• **What you have to do**: The entries below are to be given back exactly, with images excluded.

• **Data under study**:
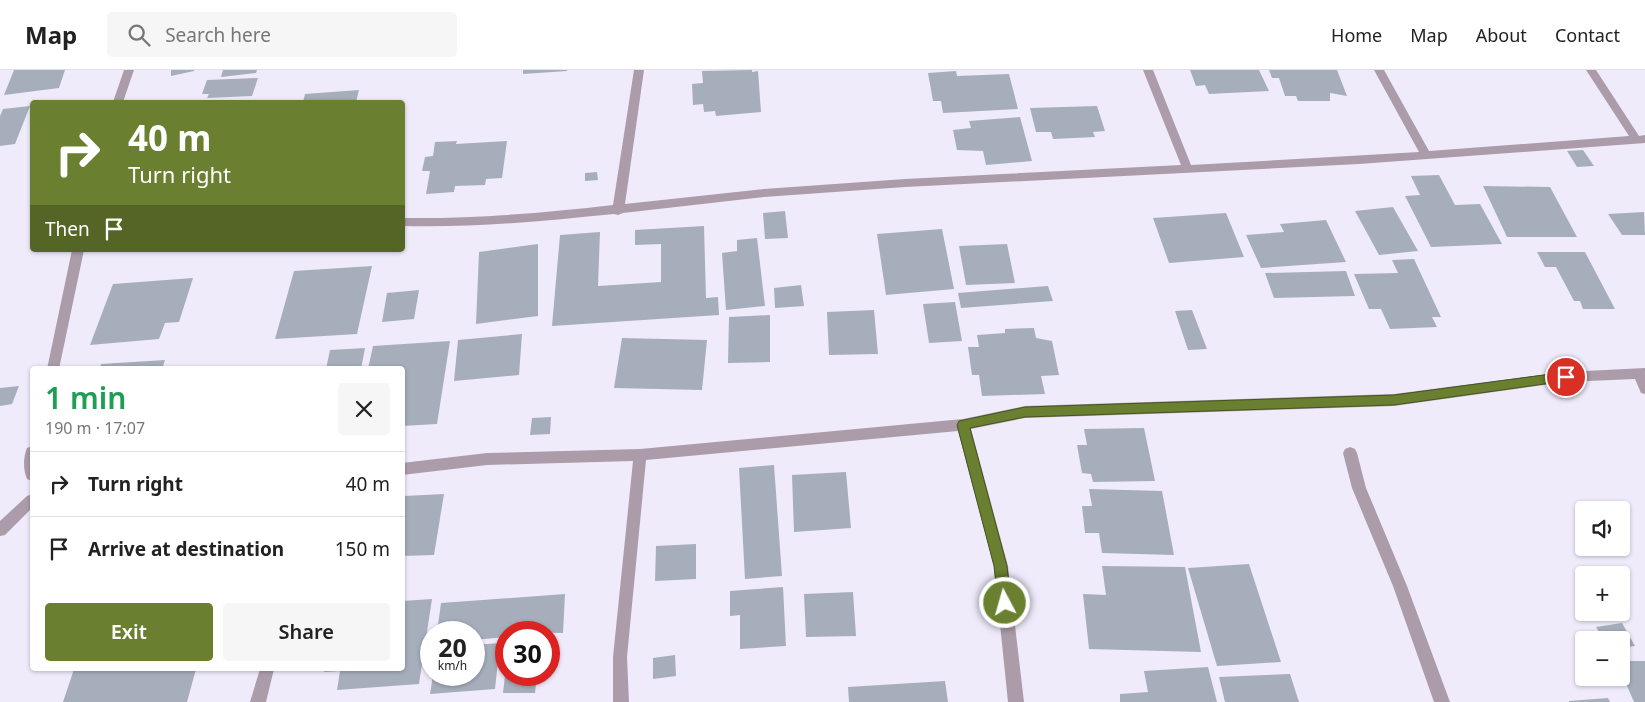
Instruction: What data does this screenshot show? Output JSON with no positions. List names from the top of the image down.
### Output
{
  "page": {
    "header": "Map",
    "search": "Search here",
    "nav": [
      "Home",
      "Map",
      "About",
      "Contact"
    ],
    "turn": ["40 m", "Turn right"],
    "then": "Then",
    "heading": ["1 min", "190 m · 17:07"],
    "list": [
      {
        "name": "Turn right",
        "value": "40 m"
      },
      {
        "name": "Arrive at destination",
        "value": "150 m"
      }
    ],
    "map_buttons": ["+", "−"],
    "buttons": ["Exit", "Share"],
    "speed": "20 km/h",
    "limit": "30"
  }
}
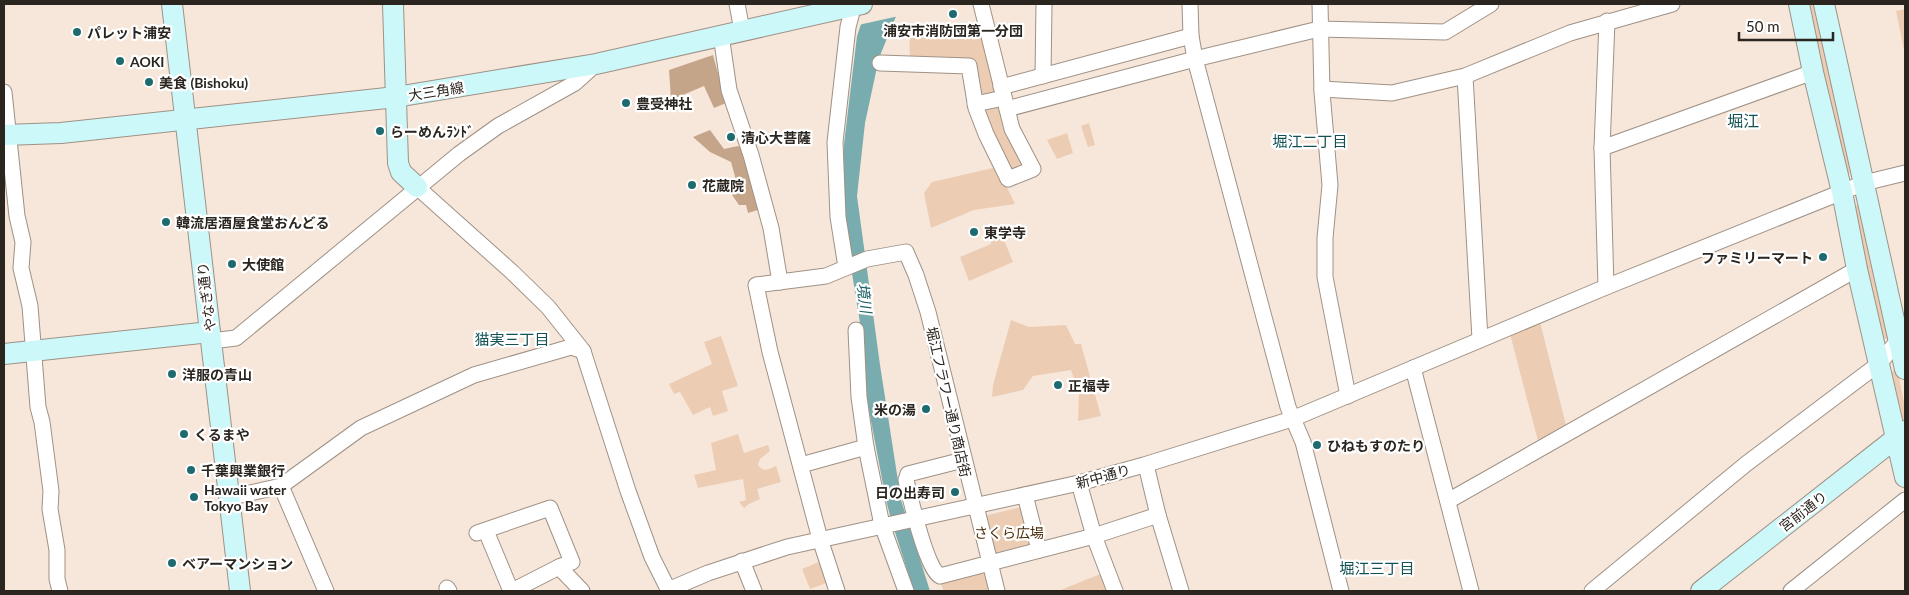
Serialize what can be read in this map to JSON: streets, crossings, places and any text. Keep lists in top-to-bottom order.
{
  "streets": {
    "street": [
      "大三角線",
      "やなぎ通り",
      "堀江フラワー通り商店街",
      "新中通り",
      "宮前通り"
    ]
  },
  "crossings": [
    ["大三角線", "やなぎ通り"],
    ["堀江フラワー通り商店街", "新中通り"]
  ],
  "districts": [
    "堀江",
    "堀江二丁目",
    "猫実三丁目",
    "堀江三丁目"
  ],
  "water": ["境川"],
  "parks": ["さくら広場"],
  "places": [
    "浦安市消防団第一分団",
    "パレット浦安",
    "AOKI",
    "美食 (Bishoku)",
    "豊受神社",
    "らーめんﾗﾝﾄﾞ",
    "清心大菩薩",
    "花蔵院",
    "韓流居酒屋食堂おんどる",
    "東学寺",
    "ファミリーマート",
    "大使館",
    "洋服の青山",
    "正福寺",
    "米の湯",
    "くるまや",
    "ひねもすのたり",
    "千葉興業銀行",
    "日の出寿司",
    "Hawaii water Tokyo Bay",
    "ベアーマンション"
  ],
  "scale_bar": "50 m"
}
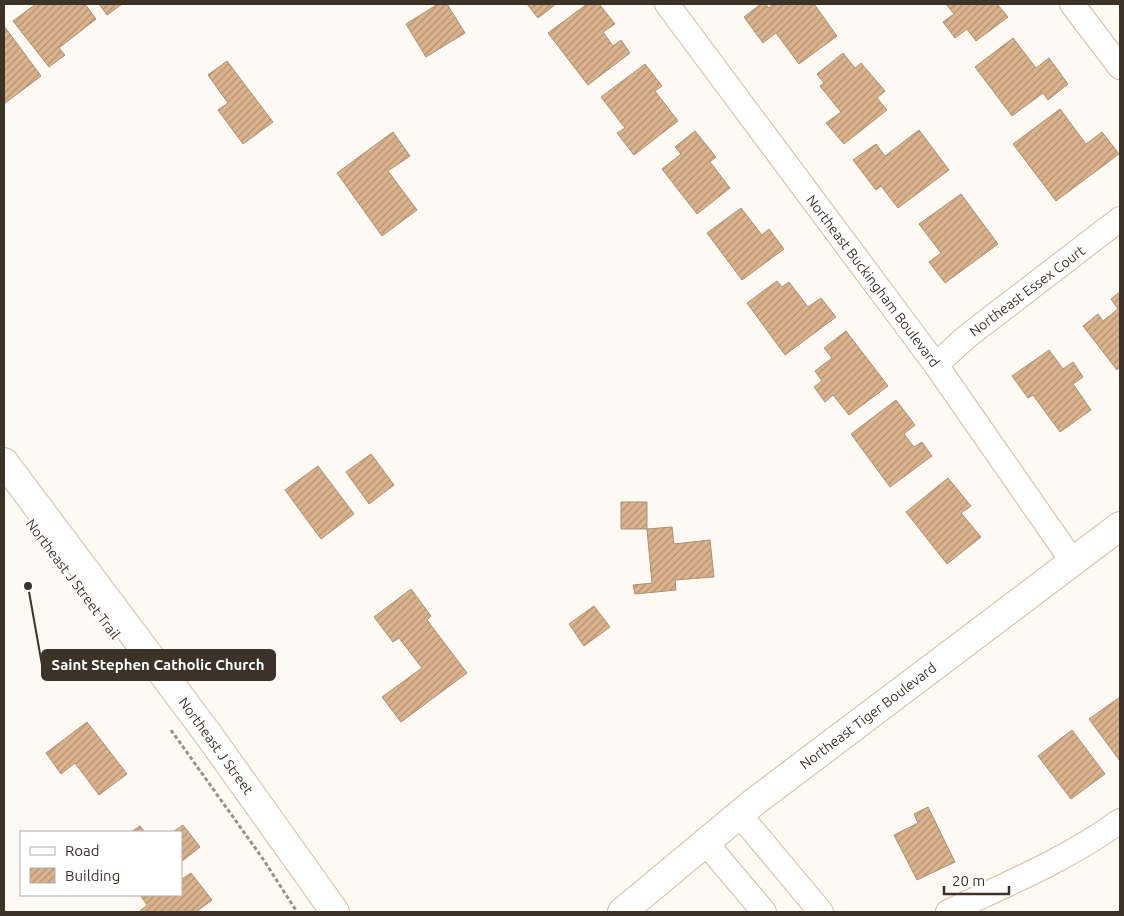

• **Response**:
Instruction: What data does this screenshot show? Output JSON with no positions. List names from the top of the image down.
### Output
{
  "page": {
    "header": "Map",
    "search": "Search here",
    "nav": [
      "Home",
      "Map",
      "About",
      "Contact"
    ],
    "turn": ["40 m", "Turn right"],
    "then": "Then",
    "heading": ["1 min", "190 m · 17:07"],
    "list": [
      {
        "name": "Turn right",
        "value": "40 m"
      },
      {
        "name": "Arrive at destination",
        "value": "150 m"
      }
    ],
    "map_buttons": ["+", "−"],
    "buttons": ["Exit", "Share"],
    "speed": "20 km/h",
    "limit": "30"
  }
}
Serialize what can be read in this map to JSON: streets, crossings, places and any text. Keep lists in top-to-bottom order.
{
  "streets": {
    "street": [
      "大三角線",
      "やなぎ通り",
      "堀江フラワー通り商店街",
      "新中通り",
      "宮前通り"
    ]
  },
  "crossings": [
    ["大三角線", "やなぎ通り"],
    ["堀江フラワー通り商店街", "新中通り"]
  ],
  "districts": [
    "堀江",
    "堀江二丁目",
    "猫実三丁目",
    "堀江三丁目"
  ],
  "water": ["境川"],
  "parks": ["さくら広場"],
  "places": [
    "浦安市消防団第一分団",
    "パレット浦安",
    "AOKI",
    "美食 (Bishoku)",
    "豊受神社",
    "らーめんﾗﾝﾄﾞ",
    "清心大菩薩",
    "花蔵院",
    "韓流居酒屋食堂おんどる",
    "東学寺",
    "ファミリーマート",
    "大使館",
    "洋服の青山",
    "正福寺",
    "米の湯",
    "くるまや",
    "ひねもすのたり",
    "千葉興業銀行",
    "日の出寿司",
    "Hawaii water Tokyo Bay",
    "ベアーマンション"
  ],
  "scale_bar": "50 m"
}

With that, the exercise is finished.